第6場からの「花の民謡集」では、テンポの速さが気になった。確かに民謡でもテンポ
の速い曲もあるが、緩急織り交ぜて進めて行った方が良かったと思う。それにしても紫吹
さんの地元である八木節が出てこなかったのは、酒井氏の怠慢ではあるまいか。
第9場「石庭」では音楽が話題になっていたが、特別に個性的なものとは思えなかった。
既存の曲を用いても何ら変わりが無かったような気がする。
第10場以降は余り印象に残っていない。
シニョール・ドン・ファンは大黒柱の無い、2×4建築のような(こんな表現で分かっ
てくれる人いるかな?)印象を受けた。ドン・ファンを中心に話が進んで行くことは確か
なのだが、脇役がしっかりとした形を持って話を進めて行く印象が強かったためである。
ただし推理物としての評価は弱いと言わざるを得ない。ロドルフォを脅迫犯として推測す
るためのネタが、余りにも貧弱であるからだ。そう言えばジョゼッペの使っていたノート
パソコン、イタリアのホテルでは無線LANが使えるんですね!!!
話題の衣装に関しては、人並み以上にこの分野に疎いので評価は差し控える。

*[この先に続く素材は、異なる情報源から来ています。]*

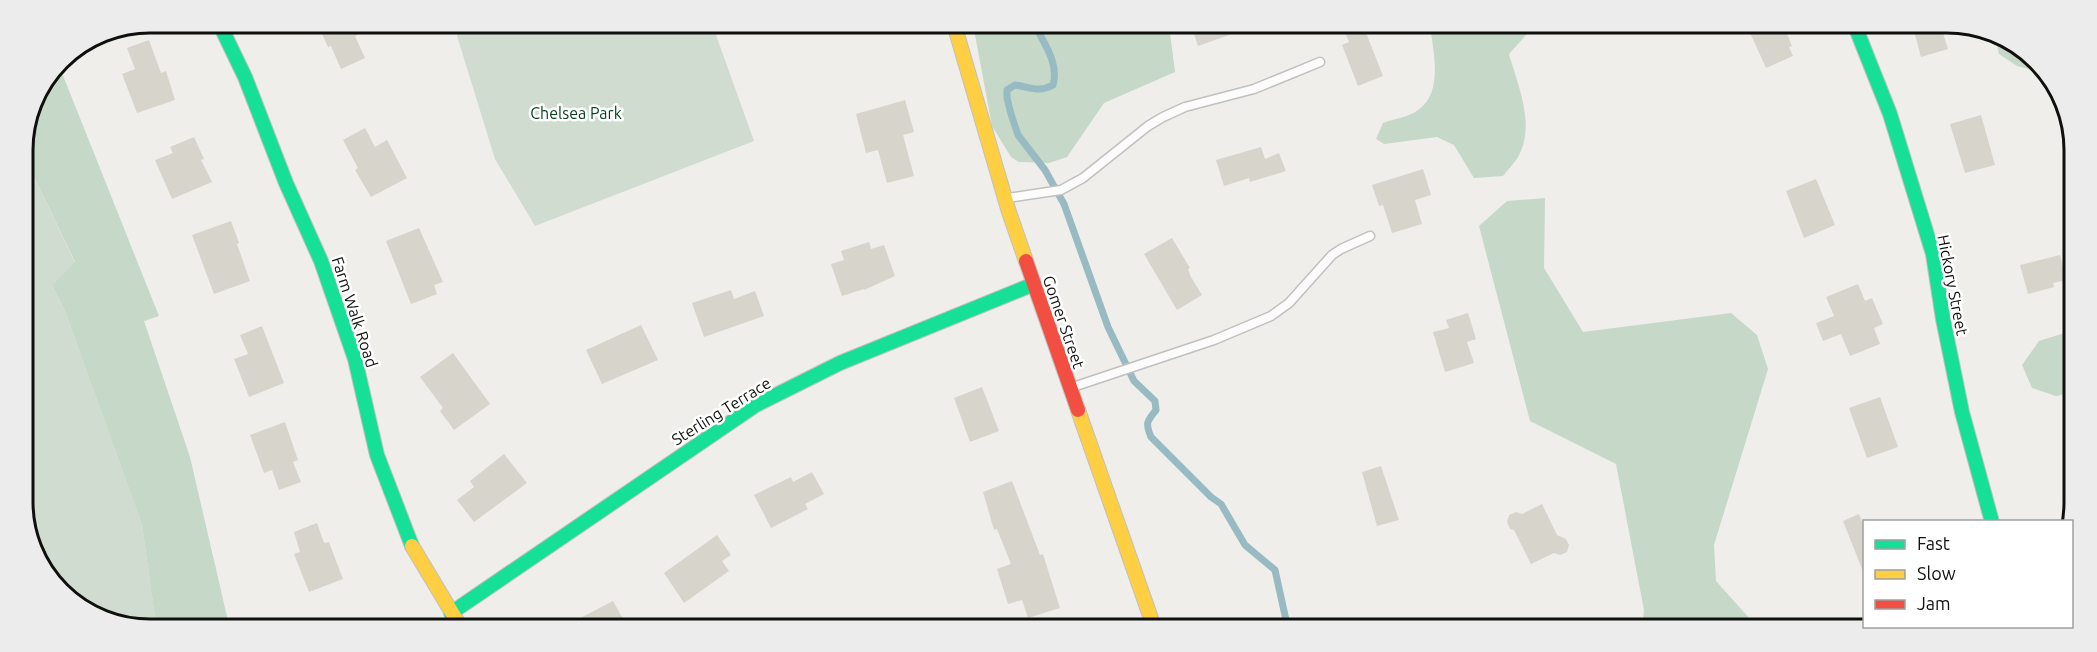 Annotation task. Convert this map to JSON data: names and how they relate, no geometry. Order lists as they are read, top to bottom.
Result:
{
  "streets": {
    "street": [
      "Hickory Street",
      "Farm Walk Road",
      "Gomer Street",
      "Sterling Terrace"
    ]
  },
  "crossings": [
    ["Farm Walk Road", "Sterling Terrace"],
    ["Gomer Street", "Sterling Terrace"]
  ],
  "parks": ["Chelsea Park"],
  "legend": ["Fast", "Slow", "Jam"]
}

が、くら
ら嬢の着ていた赤いワカメの衣装、あれは何を意味しているのだろう?
霧矢さんの代役を務めた北翔さんは無難にこなしていたが、やはり演技が軽い一面があ
るのは経験が浅いためであろうか。個々の演技はうまいと思うのだが、それぞれの場面に
応じた使い分けにもっと気を配る必要がある。
紫城さんは確実に娘役が板についてきたが、特にフィナーレ等を観ていると、その背の
高さが非常に目立つ。背の高さを生かした台本が出来れば良いのだが、男役中心の宝塚に
おいては難しいと言って良いだろう。彼女と組む男役は更に身長を必要とされるので、人
選も限られてしまう恐れがある。
この作品で一番気になったのは、階上での演技が非常に多かったことである。2階席の
後部座席になると、首が切れてしまって興醒めである。2階でもS席ならそんなことは無
いのだろうが、B席の客だって有料入場者なのである。演出家自身も2階席に座って自分
の目で確かめ、舞台の見え具合を確認するだけの熱意が欲しいものである。木村氏の作品
でも重要な場面で首が切れてしまったが、植田氏もまだまだ若さ故の怠慢であろうか。評
論家は1階席の中央付近で観ているのではないかと思うが、そうした人間の意見だけを反
映していたのでは進歩は無い。評論家を喜ばせるためではなく、観客を喜ばせるための舞
台作りにもっと励んでもらいたいものである。